# ASSIGNED TASK:
Omit every picture, and retype the lines that run from the beginning of the data below through the line containing "M215 2 232 32 177 65 160 35Z", inclusive.

---------- TASK INPUT

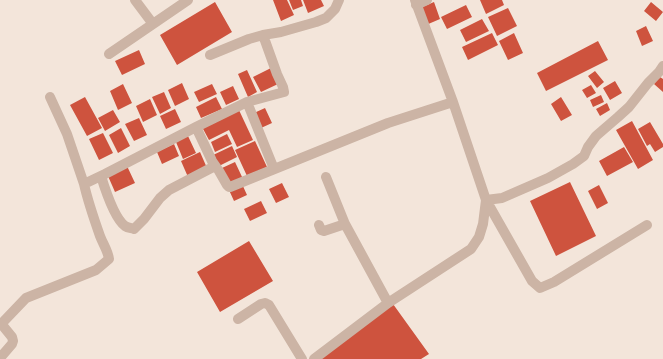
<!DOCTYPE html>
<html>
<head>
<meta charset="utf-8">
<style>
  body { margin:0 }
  canvas { display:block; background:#f3e5da }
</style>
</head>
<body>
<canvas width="663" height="359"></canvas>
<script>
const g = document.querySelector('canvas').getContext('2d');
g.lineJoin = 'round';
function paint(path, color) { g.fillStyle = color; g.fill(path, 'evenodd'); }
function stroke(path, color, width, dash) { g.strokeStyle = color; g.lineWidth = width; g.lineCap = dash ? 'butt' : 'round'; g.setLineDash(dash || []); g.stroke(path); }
const building = new Path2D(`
  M273 0H287L294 15 281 21Z
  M289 0H301L303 6 293 10Z
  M303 0H321L324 6 308 13Z
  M480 0H502L504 5 486 14Z
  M215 2 232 32 177 65 160 35Z
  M434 2 440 19 426 25 420 8Z
  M651 2 663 12 656 21 644 11Z
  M466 5 472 17 447 29 441 17Z
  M508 8 517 26 497 36 488 17Z
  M482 19 489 31 466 42 460 30Z
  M646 26 653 41 642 46 636 31Z
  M492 33 498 45 468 60 462 47Z
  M514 33 523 53 508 60 499 41Z
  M598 41 608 60 546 91 537 73Z
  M139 50 145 64 122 75 115 61Z
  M271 68 278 84 261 92 253 77Z
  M247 70 257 92 248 97 238 74Z
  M595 71 604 82 597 88 588 76Z
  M660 77 663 79V92L654 84Z
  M615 81 622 93 610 100 603 88Z
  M182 83 189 99 175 106 168 90Z
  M123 84 132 103 118 110 110 91Z
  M212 84 217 94 199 102 194 92Z
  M591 85 596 93 587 98 582 90Z
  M233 86 239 99 226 105 220 92Z
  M164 92 171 108 160 114 152 97Z
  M601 95 604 102 593 107 590 100Z
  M85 97 102 128 87 136 70 105Z
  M216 97 222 109 201 118 196 107Z
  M561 97 572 115 561 121 551 104Z
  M150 99 157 115 143 122 136 106Z
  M607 103 610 110 600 116 596 109Z
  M238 108 253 140 237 147 229 130 209 140 202 127Z
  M265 108 272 123 261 128 254 113Z
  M175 109 181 122 166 129 160 116Z
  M113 110 120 122 105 131 98 118Z
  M139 118 147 135 134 141 125 124Z
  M632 121 653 160 638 169 616 130Z
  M650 122 663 144V147L655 152 650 144 647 146 638 129Z
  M121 128 130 146 118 153 109 135Z
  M103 133 113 153 99 160 89 139Z
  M227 134 232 144 215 152 211 142Z
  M188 136 196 153 183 159 176 142Z
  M255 141 267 167 247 176 235 150Z
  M174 144 179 156 162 164 157 152Z
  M232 146 237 157 217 167 211 156Z
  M624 147 633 162 607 176 599 161Z
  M200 152 207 168 188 177 181 161Z
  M235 162 243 179 230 185 222 168Z
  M127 166 135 183 115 192 108 176Z
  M570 182 596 236 556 256 530 201Z
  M282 183 289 197 276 203 269 189Z
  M242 184 247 195 234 201 229 190Z
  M599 185 608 203 597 209 588 191Z
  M261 201 267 213 250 221 244 209Z
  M249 241 273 281 220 312 197 272Z
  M393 304 429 354 421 359H316Z`);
const minor = new Path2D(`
  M135 0 153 24
  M416 5 427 0
  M109 54 188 0
  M210 55 249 39 263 35 281 32 316 22 326 18 335 9 339 0
  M50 97 67 134 84 184
  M247 102 274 169
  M196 127 212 161 219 171 227 185 229 187H230L388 123 453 102
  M101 176C105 189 114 218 125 226 128 228 131 228 134 229L144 219 160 198 169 190 215 166
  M326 177 345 224
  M319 225 321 230 324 231 345 224 388 303
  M647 225 554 282 540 288 532 281 486 200 502 198 548 178 573 164 584 156 588 147 596 136 618 117 629 107 648 83 659 72 663 66
  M238 319 261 304 265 303 269 305 302 359
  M0 358 12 344 13 341 12 337 3 326V322L26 298 96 270 109 259C108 251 103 244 100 236 94 219 88 202 84 184L105 174 196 127 247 102 284 92 283 87 277 74 263 35
  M314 359 388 303 471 249 479 237 483 224 486 200 453 102 415 0`);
paint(building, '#ce533e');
stroke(minor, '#ccb4a5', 10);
</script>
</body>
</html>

--------------------

# SOLUTION TO THE PROBLEM:
<!DOCTYPE html>
<html>
<head>
<meta charset="utf-8">
<style>
  body { margin:0 }
  canvas { display:block; background:#f3e5da }
</style>
</head>
<body>
<canvas width="663" height="359"></canvas>
<script>
const g = document.querySelector('canvas').getContext('2d');
g.lineJoin = 'round';
function paint(path, color) { g.fillStyle = color; g.fill(path, 'evenodd'); }
function stroke(path, color, width, dash) { g.strokeStyle = color; g.lineWidth = width; g.lineCap = dash ? 'butt' : 'round'; g.setLineDash(dash || []); g.stroke(path); }
const building = new Path2D(`
  M273 0H287L294 15 281 21Z
  M289 0H301L303 6 293 10Z
  M303 0H321L324 6 308 13Z
  M480 0H502L504 5 486 14Z
  M215 2 232 32 177 65 160 35Z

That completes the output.